■ **WHAT TO PRODUCE**: Go over the data and keep only the lines that include "layers".
── DATASET ──
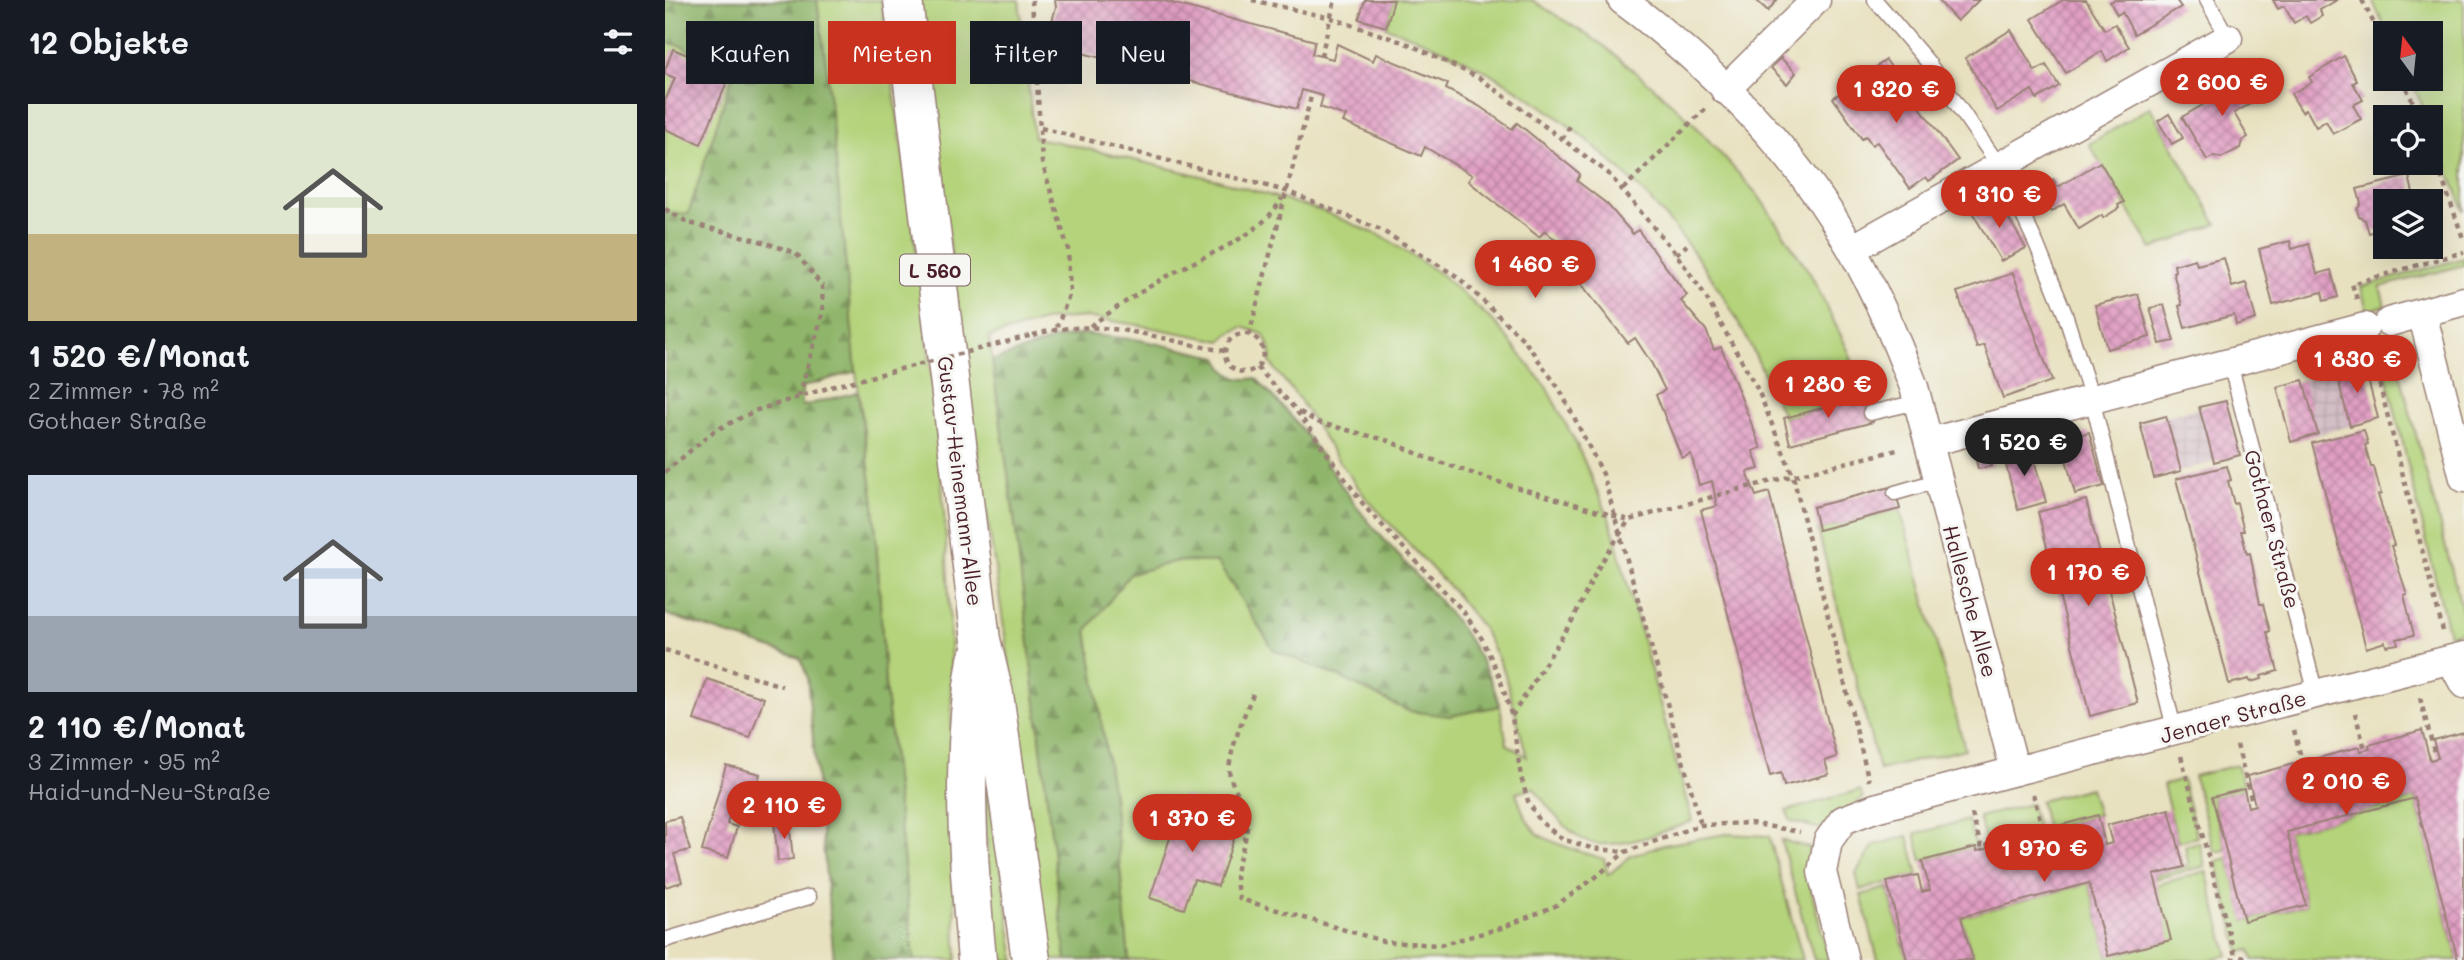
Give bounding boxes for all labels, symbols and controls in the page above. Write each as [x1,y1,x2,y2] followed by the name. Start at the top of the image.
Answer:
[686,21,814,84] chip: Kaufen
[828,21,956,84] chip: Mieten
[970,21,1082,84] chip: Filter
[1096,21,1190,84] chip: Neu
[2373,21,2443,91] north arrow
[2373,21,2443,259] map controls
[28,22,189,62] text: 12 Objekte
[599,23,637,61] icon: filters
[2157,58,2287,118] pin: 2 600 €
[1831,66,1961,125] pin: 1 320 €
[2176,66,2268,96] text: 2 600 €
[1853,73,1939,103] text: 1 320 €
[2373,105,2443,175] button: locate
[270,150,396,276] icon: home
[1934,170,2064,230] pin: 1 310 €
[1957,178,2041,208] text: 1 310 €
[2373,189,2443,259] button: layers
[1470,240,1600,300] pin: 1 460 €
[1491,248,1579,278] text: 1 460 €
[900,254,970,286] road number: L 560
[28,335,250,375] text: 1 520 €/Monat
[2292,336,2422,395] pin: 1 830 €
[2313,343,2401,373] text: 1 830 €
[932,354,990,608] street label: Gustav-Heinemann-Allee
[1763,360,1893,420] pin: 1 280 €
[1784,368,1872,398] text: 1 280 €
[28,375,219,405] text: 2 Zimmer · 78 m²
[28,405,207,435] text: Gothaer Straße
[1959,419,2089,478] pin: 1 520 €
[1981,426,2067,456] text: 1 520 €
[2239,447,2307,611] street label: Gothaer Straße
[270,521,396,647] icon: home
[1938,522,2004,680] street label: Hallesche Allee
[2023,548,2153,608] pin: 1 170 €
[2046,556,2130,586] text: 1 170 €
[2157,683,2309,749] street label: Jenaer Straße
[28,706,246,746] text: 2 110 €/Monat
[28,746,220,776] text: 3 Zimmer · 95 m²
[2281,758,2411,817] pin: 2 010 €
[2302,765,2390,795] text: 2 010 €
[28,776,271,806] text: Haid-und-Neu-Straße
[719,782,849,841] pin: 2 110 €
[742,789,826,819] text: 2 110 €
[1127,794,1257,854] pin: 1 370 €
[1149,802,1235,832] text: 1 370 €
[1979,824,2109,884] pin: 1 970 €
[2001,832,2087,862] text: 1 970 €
───
── DATASET ──
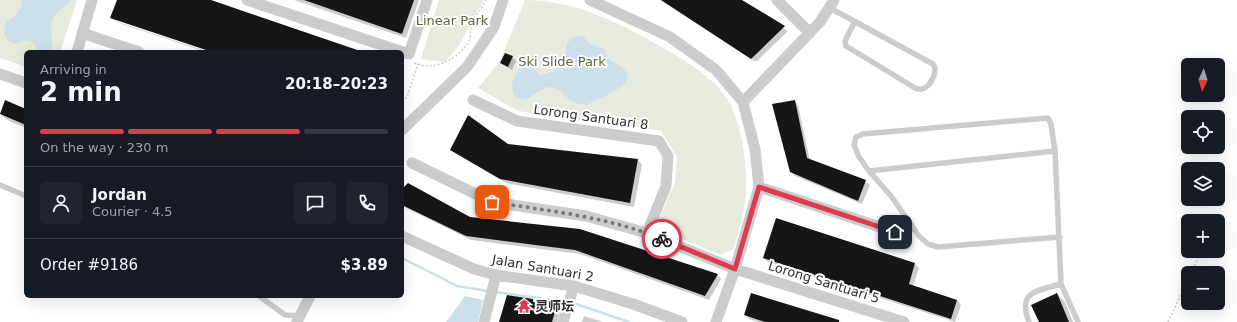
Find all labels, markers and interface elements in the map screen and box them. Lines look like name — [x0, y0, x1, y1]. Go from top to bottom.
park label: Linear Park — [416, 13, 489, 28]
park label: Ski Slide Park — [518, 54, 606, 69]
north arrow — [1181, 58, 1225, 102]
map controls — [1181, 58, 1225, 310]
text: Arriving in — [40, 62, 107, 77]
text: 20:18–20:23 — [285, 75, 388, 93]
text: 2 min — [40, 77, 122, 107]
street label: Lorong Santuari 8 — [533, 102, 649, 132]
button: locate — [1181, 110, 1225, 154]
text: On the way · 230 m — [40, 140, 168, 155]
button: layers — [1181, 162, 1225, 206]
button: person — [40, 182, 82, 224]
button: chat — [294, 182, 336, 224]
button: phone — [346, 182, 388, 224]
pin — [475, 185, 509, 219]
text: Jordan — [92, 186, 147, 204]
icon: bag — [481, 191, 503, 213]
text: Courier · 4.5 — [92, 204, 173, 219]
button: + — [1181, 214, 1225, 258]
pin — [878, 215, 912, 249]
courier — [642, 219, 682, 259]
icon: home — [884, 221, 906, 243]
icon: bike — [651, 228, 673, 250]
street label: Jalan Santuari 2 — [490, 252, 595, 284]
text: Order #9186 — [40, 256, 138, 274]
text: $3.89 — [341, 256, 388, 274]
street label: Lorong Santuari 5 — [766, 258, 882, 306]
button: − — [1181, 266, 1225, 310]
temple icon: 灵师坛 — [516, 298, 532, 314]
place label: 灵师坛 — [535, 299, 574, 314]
───
■ **RESULT OF THE TASK**:
[2373,189,2443,259] button: layers
button: layers — [1181, 162, 1225, 206]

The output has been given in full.